Children with Special Health Care Needs in Milwaukee
BackgroundThe federal Maternal and Child Health Bureau (MCHB) has defined Children with Special Health Care Needs (CSHCN) as those who require above routine health and related services for ongoing physical, emotional, behavioral or developmental conditions. As reflected in both the Healthy People 2010 objectives for the nation and the President's New Freedom Initiative, meeting the health care needs of CSHCN is a high priority in America today. In the previous study, Partington et al. (2006) found that the prevalence of CSHCN in Milwaukee (23.5%) was almost double that of the surrounding Milwaukee MSA counties (12.1%).

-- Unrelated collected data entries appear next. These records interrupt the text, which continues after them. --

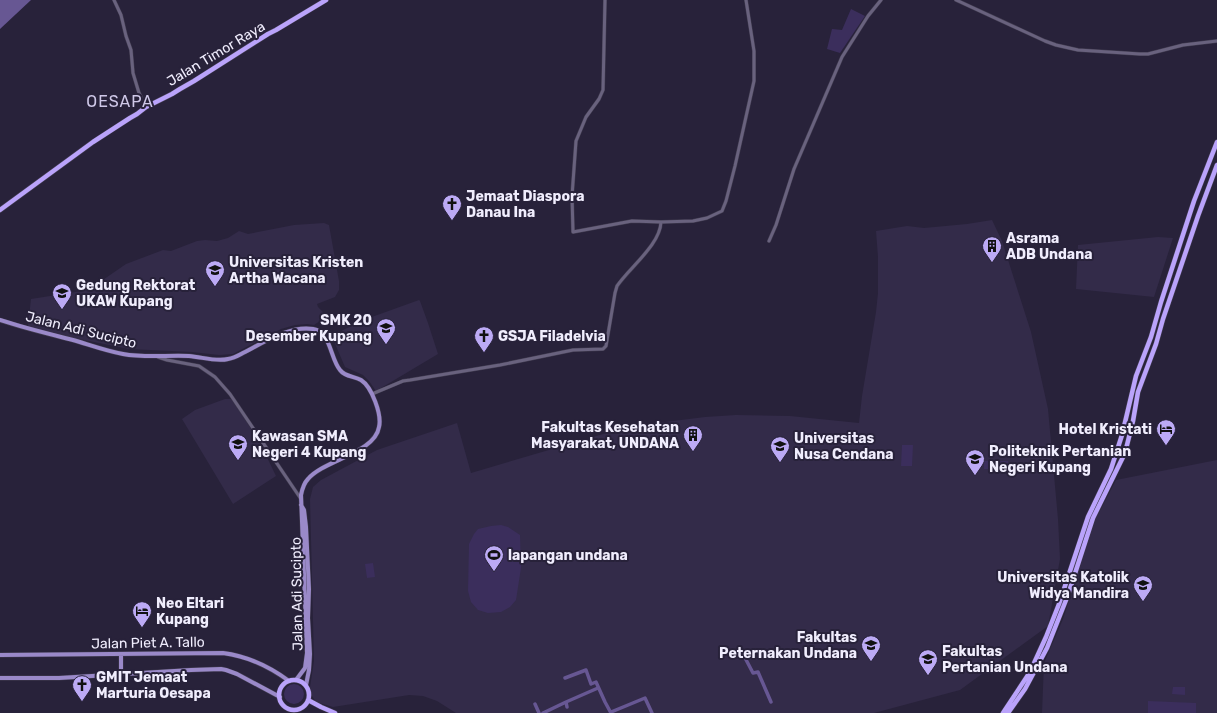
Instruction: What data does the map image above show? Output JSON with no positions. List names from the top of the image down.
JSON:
{
  "streets": {
    "highway": ["Jalan Timor Raya"],
    "main road": ["Jalan Adi Sucipto", "Jalan Piet A. Tallo"]
  },
  "crossings": [
    ["Jalan Adi Sucipto", "Jalan Piet A. Tallo"]
  ],
  "districts": ["OESAPA"],
  "places": {
    "church": ["Jemaat Diaspora Danau Ina", "GSJA Filadelvia", "GMIT Jemaat Marturia Oesapa"],
    "building": ["Asrama ADB Undana", "Fakultas Kesehatan Masyarakat, UNDANA"],
    "school or university": [
      "Universitas Kristen Artha Wacana",
      "Gedung Rektorat UKAW Kupang",
      "SMK 20 Desember Kupang",
      "Kawasan SMA Negeri 4 Kupang",
      "Universitas Nusa Cendana",
      "Politeknik Pertanian Negeri Kupang",
      "Universitas Katolik Widya Mandira",
      "Fakultas Peternakan Undana",
      "Fakultas Pertanian Undana"
    ],
    "hotel": ["Hotel Kristati", "Neo Eltari Kupang"],
    "sports": ["lapangan undana"]
  }
}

MethodsA survey to identify children with special health care needs in the Milwaukee metropolitan statistical area (MSA) was conducted using the CSHCN Screener©. The survey was administered as part of the annual Greater Milwaukee Survey in 2005, 2007, 2008. Results from this survey were compared to state and national data from the 2005-2006 National Survey of Children with Special Health Care Needs. The screener will continue to be administered as part of the Greater Milwaukee Survey to monitor and track children’s health status in the future
In 2005, 2007, and 2008, no statistically significant difference of prevalence of CSHCN between city and non-city was found. The number and type of positive screener questions were not significantly different among the geographic areas.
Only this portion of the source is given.